Activity - Below are the records; copy each line in them that holds the word "Coffee".

Available data -
##########
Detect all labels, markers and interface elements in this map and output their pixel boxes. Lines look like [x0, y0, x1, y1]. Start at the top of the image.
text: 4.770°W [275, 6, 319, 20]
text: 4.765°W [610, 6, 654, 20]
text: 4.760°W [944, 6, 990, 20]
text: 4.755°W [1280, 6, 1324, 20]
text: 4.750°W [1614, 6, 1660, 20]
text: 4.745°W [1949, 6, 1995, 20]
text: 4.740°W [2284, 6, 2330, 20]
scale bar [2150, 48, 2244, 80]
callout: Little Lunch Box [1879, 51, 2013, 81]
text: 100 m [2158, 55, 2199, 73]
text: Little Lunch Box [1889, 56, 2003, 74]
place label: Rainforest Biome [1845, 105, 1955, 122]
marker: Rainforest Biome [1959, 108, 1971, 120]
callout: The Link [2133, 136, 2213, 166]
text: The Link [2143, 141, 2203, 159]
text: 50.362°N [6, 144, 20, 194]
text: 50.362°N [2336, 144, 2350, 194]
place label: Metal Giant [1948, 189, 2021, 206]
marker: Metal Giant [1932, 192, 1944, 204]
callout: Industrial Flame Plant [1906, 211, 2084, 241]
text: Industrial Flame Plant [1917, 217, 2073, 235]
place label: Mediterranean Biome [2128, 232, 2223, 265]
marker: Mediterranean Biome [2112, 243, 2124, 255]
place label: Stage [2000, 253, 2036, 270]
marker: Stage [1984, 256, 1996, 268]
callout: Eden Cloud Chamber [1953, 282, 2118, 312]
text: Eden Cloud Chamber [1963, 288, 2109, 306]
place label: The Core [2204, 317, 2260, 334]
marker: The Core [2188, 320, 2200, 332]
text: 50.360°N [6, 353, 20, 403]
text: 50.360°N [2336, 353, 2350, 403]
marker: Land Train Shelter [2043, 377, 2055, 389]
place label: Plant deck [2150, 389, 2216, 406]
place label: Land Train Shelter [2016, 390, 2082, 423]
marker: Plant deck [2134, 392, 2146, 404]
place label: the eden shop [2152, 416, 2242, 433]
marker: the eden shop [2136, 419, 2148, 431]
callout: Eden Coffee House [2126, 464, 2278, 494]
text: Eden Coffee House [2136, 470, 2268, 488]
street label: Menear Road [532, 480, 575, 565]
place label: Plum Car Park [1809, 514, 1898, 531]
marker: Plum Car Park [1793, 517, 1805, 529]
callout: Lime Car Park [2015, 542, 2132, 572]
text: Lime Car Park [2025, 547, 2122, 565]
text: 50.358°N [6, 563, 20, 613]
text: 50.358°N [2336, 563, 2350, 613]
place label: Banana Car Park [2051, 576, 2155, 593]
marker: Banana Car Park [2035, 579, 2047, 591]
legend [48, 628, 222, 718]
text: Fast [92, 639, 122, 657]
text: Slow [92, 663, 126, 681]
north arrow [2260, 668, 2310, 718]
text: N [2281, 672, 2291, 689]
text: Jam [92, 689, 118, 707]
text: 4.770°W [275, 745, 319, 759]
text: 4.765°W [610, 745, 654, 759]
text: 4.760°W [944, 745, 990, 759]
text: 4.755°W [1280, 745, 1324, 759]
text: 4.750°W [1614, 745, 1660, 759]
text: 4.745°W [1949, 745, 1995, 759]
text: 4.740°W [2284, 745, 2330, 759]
##########
Written solution -
callout: Eden Coffee House [2126, 464, 2278, 494]
text: Eden Coffee House [2136, 470, 2268, 488]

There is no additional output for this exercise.